Book #010: The Color Purple by Alice Walker (5.0/5)

I saw myself in Celie, and I did not like it. I know this is supposed to be a good and analytical review of the book but I’ve had a shitty weekend. This is just me rambling about a book that seemed too real to me and yet is so far from my current experience.

I saw Celie, myself in Celie, that cowardice, that reclusion, and I did not like it. Celie is the main character of the novel. She’s been through hell and back. It’s bad enough that she’s a black young girl in twentieth century america. Ontop of that, she has to deal with an abusive father, who not only raped her but got her pregnant twice. Now, with no idea where her children might be, probably kilt (killed) she imagines, Celie has to care of her younger sister, Nettie, who might just be the next victim of her father’s abuse.

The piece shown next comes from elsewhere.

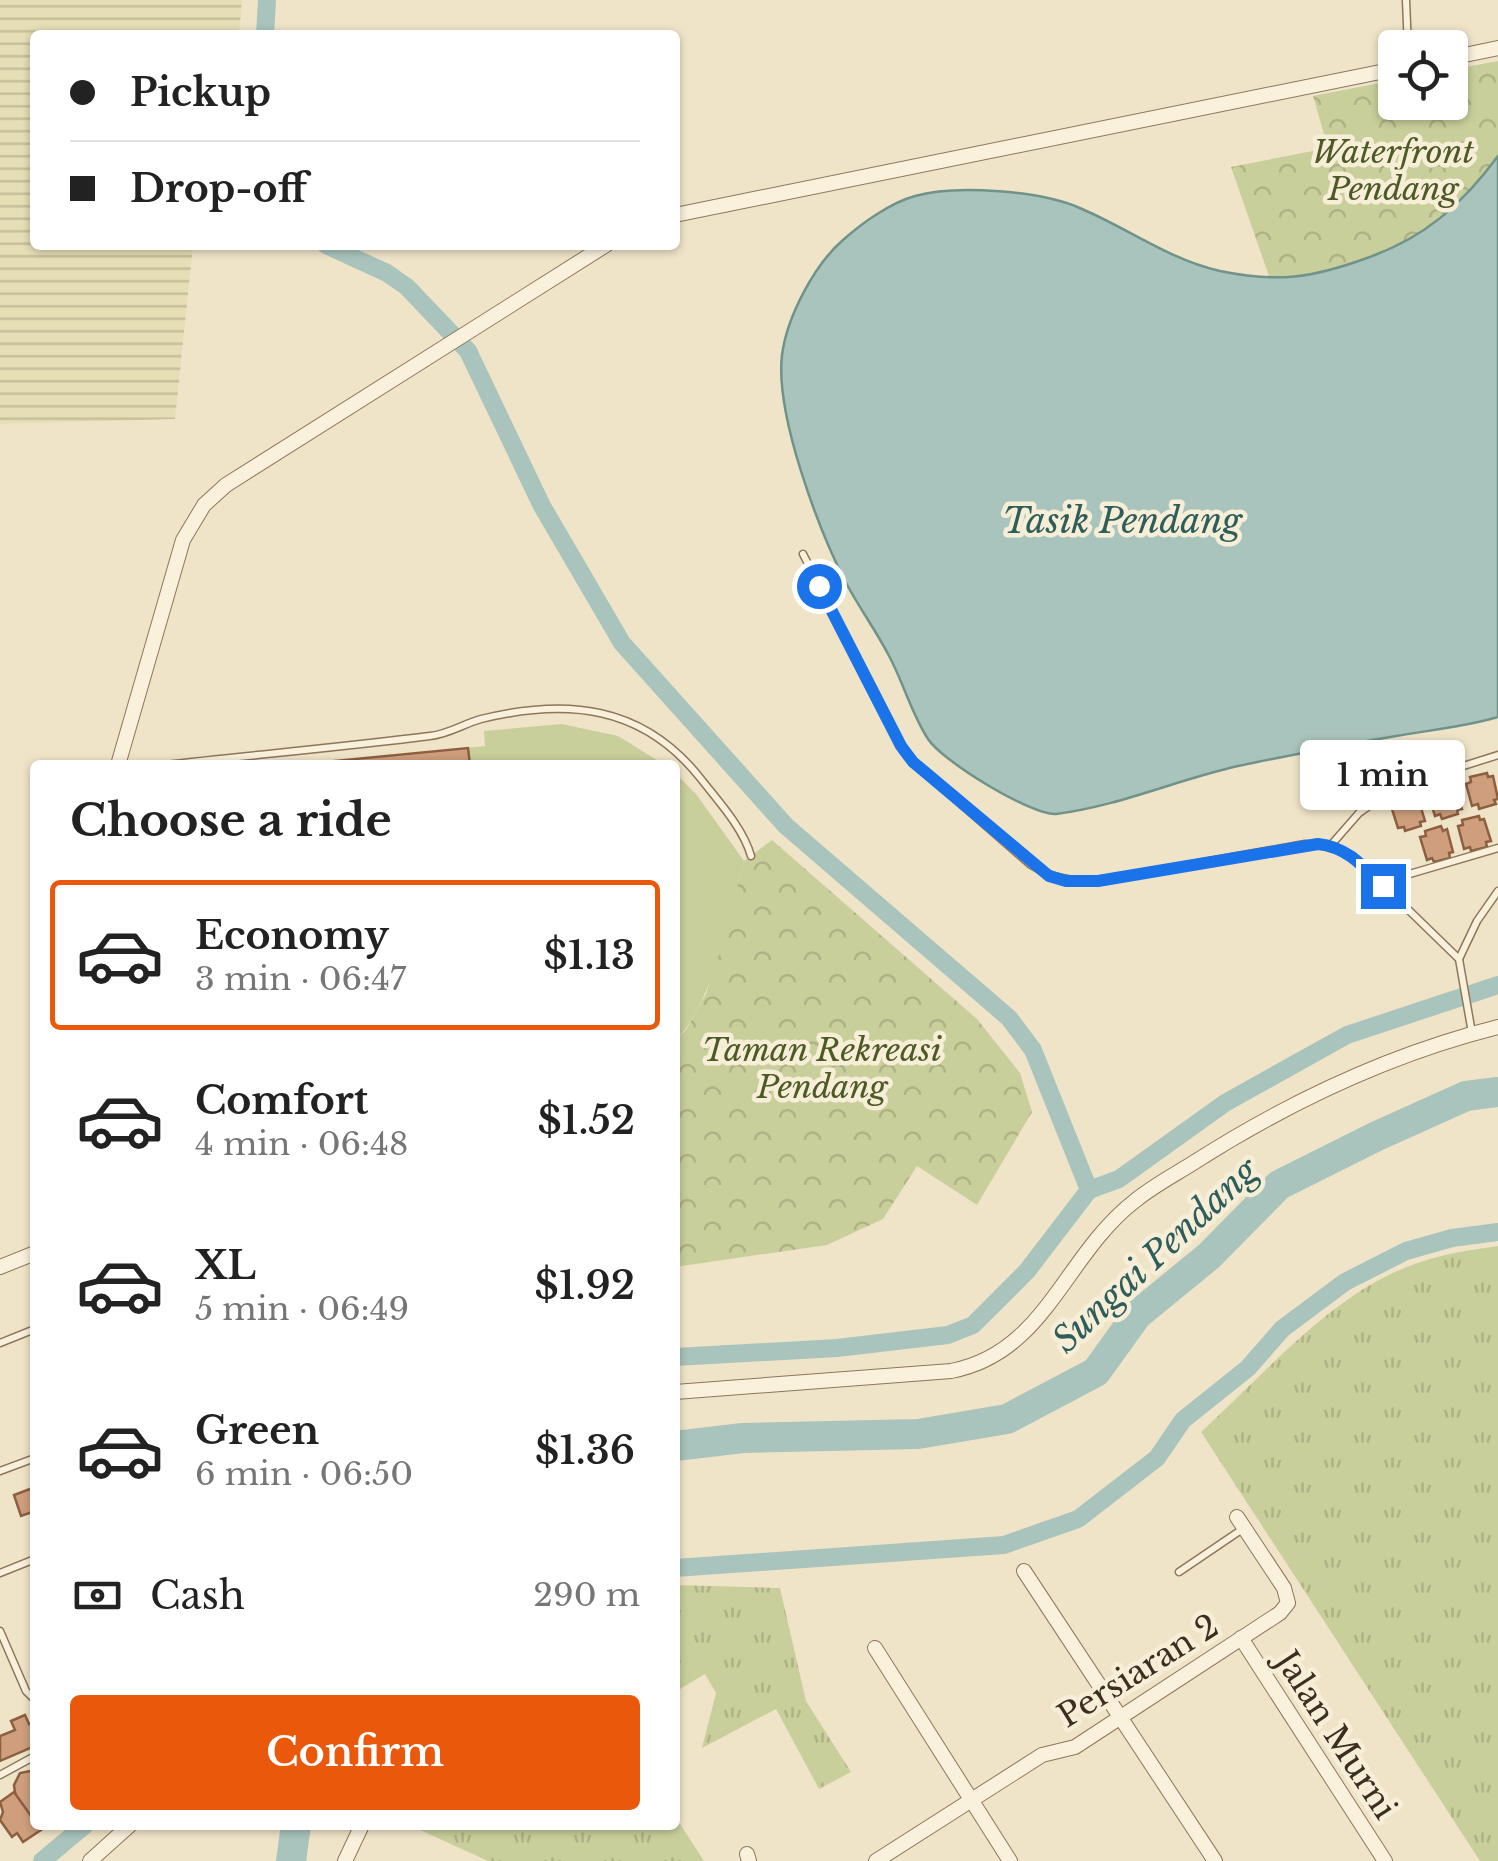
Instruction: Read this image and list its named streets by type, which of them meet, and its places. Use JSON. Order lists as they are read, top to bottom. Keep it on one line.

Celie’s father sells her off to marry Albert, a widow who is just as abusive, perhaps worse than her father is. She becomes mother to his five good for nothing children and slaves away in the family’s plantations. She suffers abuse, all kinds of it, and bids her time. One day, on her way to the fabric store, she stops by and sees this little girl, and she’s almost sure that it is her daughter, the one that was taken from her arms as a young girl by her father. She follows her daughter, who she named Olivia, and finds Olivia’s adoptive mother, Corrine, the wife of a Reverend named Samuel. Celie is happy that her daughter is in the hands of good people.

Celie’s Sister, Nettie, is also forced out of the house, but not by marriage. Nettie is determined to receive an education, so she fights, fights all the systems against her, and that is something her sister Celie has proven that she can’t do. Nettie fights and reaps the rewards of her fight. She goes on to become a missionary touring some of Western Africa and England.

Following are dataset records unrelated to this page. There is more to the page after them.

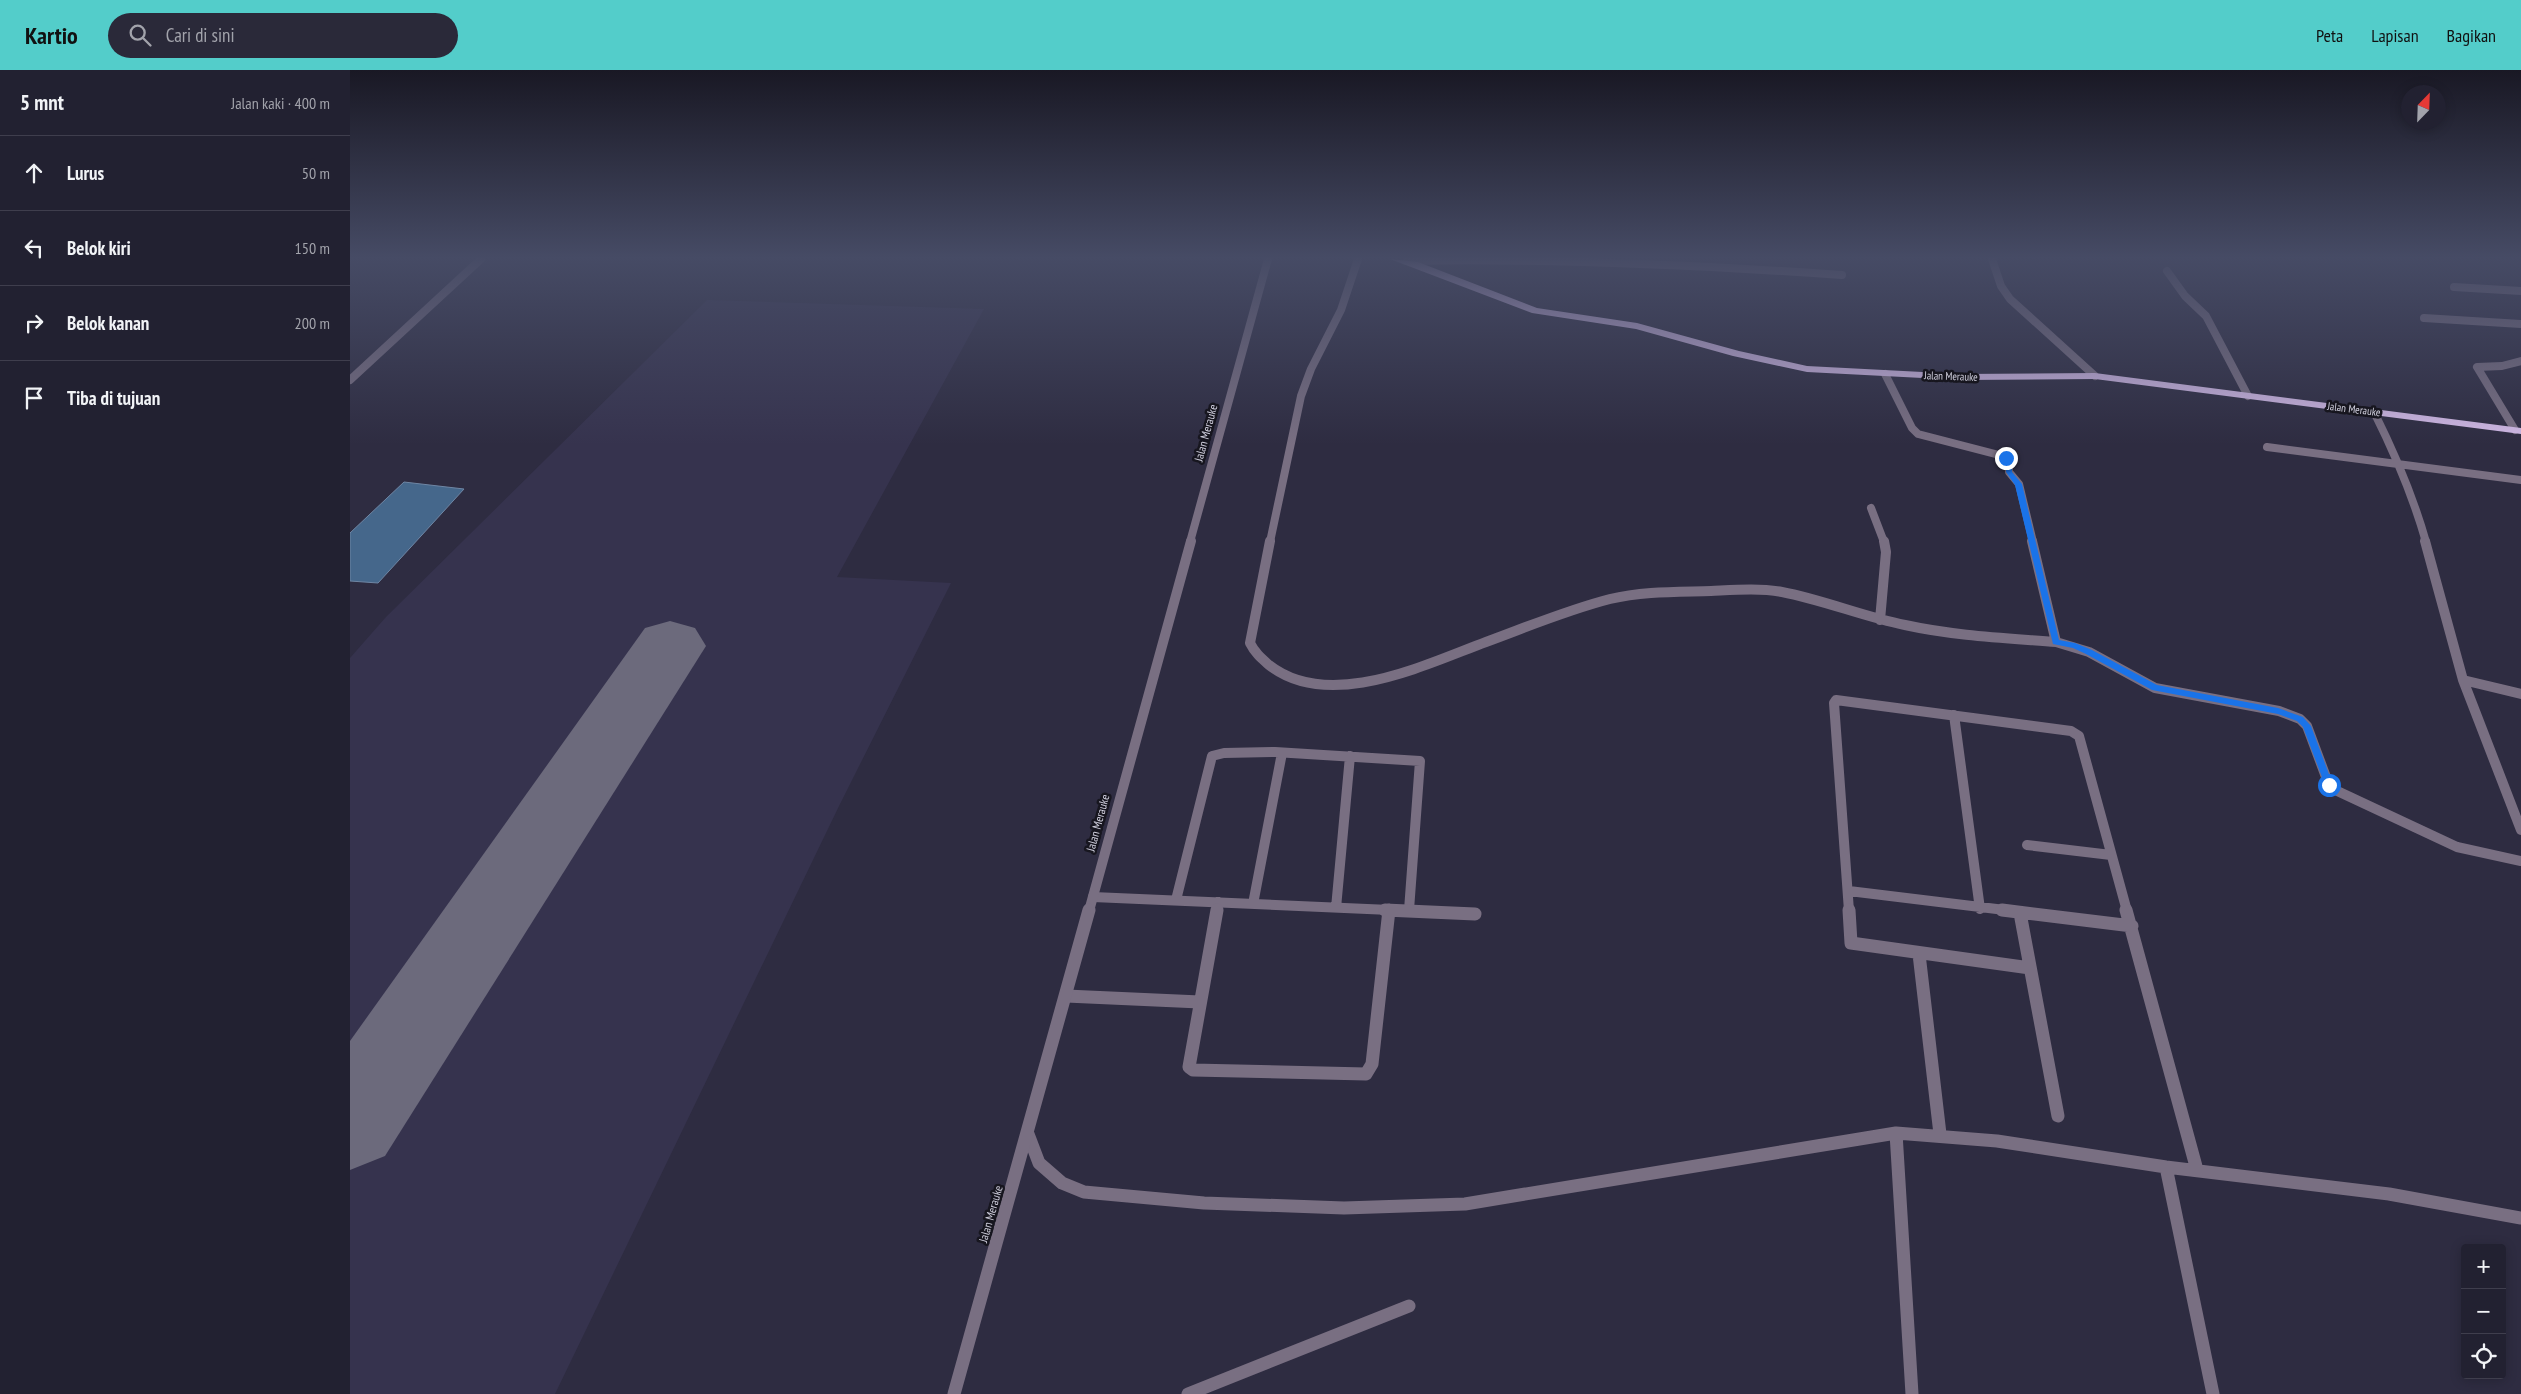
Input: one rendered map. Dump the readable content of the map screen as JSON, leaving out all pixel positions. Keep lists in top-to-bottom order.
{
  "streets": {
    "highway": ["Jalan Merauke"]
  },
  "north": "top right",
  "page": {
    "header": "Kartio",
    "search": "Cari di sini",
    "nav": ["Peta", "Lapisan", "Bagikan"],
    "heading": ["5 mnt", "Jalan kaki · 400 m"],
    "list": [
      ["Lurus", "50 m"],
      ["Belok kiri", "150 m"],
      ["Belok kanan", "200 m"],
      "Tiba di tujuan"
    ],
    "map_buttons": ["+", "−"]
  }
}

Nettie writes letters to Celie of the work she is doing. She writes about the Olika people in the village she settled in, the culture, the colonialism and the white people trying to destroy it. Nettie writes about Celie’s daughter, Olivia, who happens to be daughter of the family that took her in.

Meanwhile, at home, Albert brings home Shug Avery, a famous musician who is his lover. Shug Avery is sick and near death, and Albert assigns Celie to nurse her back to health. In the process, Celie falls in love with her and their lovestory blossoms.

The novel is an epistolary, which means it’s a culmination of letters. There are time lapses between the letters, but it’s not so bad that the reader can’t understand where the plot is at.

Celie’s letters are addressed to God as confessionals. She’s not expecting God to do anything about her situation.

When she learns that Nettie has been writing to her all these years, she starts writing back. A transatlantic exchange begins and the sisters hold onto the hope of being reunited again.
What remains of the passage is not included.